Supreme Court 16: Privacy (Romer)

On November 3, 1992, Colorado voters amended their state constitution to prohibit cities and other governmental subdivisions within Colorado, from enacting laws banning discrimination on the basis of sexual orientation.

In 1996, in its most far-reaching affirmation of LGBT rights up to that time, the U.S. Supreme Court found that amendment to be unconstitutional. The case was Romer v. Evans.

Associate Justice Anthony Kennedy wrote the majority opinion for the 6-3 decision.

This case doesn't exactly fit in with this series on privacy, because it does not cite the cases of Griswold and Roe, that I described in earlier posts. But I include it, because Romer is cited, along with Griswold and Roe, in the Court's 2003 opinion in the case of Lawrence v.
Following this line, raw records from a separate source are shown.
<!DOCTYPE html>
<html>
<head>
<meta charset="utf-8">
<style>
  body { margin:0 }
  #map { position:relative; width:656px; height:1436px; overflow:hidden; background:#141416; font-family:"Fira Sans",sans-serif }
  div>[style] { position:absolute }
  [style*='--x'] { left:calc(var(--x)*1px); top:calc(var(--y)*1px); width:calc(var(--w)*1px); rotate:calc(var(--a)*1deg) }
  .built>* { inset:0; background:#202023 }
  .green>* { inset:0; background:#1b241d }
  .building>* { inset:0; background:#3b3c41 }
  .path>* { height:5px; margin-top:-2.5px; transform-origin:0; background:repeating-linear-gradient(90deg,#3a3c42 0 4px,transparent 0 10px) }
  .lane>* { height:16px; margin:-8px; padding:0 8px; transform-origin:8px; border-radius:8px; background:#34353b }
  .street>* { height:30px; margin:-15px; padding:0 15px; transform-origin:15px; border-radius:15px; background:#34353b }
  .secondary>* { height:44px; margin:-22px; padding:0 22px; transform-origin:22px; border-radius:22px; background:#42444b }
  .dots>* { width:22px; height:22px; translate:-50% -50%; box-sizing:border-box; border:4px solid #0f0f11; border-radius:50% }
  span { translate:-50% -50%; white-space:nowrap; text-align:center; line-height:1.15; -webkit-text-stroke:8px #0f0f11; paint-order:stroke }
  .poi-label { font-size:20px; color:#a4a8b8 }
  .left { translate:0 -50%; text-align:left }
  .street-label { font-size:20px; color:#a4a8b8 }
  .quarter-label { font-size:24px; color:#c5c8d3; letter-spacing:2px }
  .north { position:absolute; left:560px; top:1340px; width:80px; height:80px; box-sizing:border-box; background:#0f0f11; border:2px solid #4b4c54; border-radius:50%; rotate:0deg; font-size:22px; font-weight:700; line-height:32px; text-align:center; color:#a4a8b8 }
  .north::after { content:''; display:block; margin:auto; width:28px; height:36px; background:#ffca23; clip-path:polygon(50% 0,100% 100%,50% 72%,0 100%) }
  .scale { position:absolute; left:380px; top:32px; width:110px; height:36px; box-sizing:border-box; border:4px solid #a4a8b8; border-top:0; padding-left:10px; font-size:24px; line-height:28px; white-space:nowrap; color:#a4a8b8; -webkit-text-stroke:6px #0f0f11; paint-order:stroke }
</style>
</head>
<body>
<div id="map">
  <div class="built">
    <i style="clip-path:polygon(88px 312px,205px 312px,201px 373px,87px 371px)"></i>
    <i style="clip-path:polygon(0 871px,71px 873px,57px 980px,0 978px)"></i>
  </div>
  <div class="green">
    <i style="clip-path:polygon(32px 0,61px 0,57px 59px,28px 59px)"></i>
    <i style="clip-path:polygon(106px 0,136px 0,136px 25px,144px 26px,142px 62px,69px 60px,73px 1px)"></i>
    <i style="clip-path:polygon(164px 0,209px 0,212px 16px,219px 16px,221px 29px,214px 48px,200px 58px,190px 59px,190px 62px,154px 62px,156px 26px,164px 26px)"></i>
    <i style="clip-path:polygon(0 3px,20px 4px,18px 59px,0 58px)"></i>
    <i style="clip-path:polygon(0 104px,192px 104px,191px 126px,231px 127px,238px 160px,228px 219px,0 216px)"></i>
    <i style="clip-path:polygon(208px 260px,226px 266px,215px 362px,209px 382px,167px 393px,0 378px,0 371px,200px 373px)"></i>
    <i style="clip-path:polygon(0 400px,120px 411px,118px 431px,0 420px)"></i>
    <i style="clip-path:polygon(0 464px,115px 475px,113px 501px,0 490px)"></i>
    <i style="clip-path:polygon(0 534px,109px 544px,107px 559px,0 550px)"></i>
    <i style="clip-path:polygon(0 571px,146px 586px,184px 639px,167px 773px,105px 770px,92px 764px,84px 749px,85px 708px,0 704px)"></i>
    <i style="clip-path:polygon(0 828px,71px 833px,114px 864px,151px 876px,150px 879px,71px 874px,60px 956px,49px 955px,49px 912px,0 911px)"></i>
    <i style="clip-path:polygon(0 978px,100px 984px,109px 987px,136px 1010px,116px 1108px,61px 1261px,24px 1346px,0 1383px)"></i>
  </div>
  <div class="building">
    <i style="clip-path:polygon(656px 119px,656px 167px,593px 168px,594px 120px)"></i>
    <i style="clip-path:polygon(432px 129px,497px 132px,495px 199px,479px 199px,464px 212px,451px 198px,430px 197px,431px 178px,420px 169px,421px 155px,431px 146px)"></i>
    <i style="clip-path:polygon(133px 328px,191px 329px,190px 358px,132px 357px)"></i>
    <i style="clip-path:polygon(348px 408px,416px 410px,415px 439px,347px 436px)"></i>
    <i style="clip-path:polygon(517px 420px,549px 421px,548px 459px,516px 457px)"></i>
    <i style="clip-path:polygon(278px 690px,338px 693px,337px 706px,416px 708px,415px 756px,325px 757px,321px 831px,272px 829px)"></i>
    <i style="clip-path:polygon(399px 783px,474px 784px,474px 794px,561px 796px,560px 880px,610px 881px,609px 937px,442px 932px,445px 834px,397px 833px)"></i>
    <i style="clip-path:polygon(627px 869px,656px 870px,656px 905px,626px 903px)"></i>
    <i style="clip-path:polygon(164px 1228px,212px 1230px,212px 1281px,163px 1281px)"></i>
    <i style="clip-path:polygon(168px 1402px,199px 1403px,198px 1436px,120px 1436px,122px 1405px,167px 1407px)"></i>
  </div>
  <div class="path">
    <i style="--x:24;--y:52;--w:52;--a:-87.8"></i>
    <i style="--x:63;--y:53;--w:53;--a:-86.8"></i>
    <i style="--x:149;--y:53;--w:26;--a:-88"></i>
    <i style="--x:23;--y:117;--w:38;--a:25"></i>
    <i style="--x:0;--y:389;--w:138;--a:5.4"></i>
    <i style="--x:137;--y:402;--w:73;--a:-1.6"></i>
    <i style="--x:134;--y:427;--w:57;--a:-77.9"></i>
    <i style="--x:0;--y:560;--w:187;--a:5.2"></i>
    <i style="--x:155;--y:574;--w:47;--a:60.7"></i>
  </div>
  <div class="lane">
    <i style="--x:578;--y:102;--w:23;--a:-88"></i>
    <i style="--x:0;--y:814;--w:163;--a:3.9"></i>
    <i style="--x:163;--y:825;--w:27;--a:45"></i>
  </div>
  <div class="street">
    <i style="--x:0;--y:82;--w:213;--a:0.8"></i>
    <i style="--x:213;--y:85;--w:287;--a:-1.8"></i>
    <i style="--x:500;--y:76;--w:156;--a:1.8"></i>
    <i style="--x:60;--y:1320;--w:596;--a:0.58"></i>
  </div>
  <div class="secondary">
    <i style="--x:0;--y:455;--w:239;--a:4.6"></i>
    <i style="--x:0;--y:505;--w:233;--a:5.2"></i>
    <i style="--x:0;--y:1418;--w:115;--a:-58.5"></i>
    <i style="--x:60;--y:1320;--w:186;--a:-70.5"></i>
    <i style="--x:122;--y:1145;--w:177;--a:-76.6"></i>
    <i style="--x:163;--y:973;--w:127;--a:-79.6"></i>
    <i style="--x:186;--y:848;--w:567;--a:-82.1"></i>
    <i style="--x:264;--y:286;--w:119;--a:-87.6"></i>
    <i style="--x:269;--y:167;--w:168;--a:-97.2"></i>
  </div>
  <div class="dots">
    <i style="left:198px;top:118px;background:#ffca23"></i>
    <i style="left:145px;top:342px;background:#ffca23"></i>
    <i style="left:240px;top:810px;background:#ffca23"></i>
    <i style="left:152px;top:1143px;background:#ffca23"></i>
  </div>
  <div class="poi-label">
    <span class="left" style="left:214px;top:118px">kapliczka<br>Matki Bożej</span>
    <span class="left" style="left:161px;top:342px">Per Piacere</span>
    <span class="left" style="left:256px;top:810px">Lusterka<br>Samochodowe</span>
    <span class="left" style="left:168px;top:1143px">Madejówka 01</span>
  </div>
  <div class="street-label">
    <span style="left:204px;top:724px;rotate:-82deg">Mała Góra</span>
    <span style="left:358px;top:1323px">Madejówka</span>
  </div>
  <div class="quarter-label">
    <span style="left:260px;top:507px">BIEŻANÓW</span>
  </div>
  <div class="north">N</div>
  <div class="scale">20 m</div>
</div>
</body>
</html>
Texas, which this series is leading up to.

Apparently, because the issues in Romer involved discrimination in employment, housing, etc., the majority of the justices felt that their decision could rest firmly on the equal-protection guarantee of the 14th Amendment, rather than the case law that had derived a right to privacy from that amendment and other constitutional provisions.

In dissent, Associate Justice Antonin Scalia wrote that the Colorado vote represented

a modest attempt by seemingly tolerant Coloradans to preserve traditional sexual mores against the efforts of a politically powerful minority to revise those mores through use of the laws.


Therefore, as Scalia saw it, there was a justification for the voters' action that the Court was bound to respect.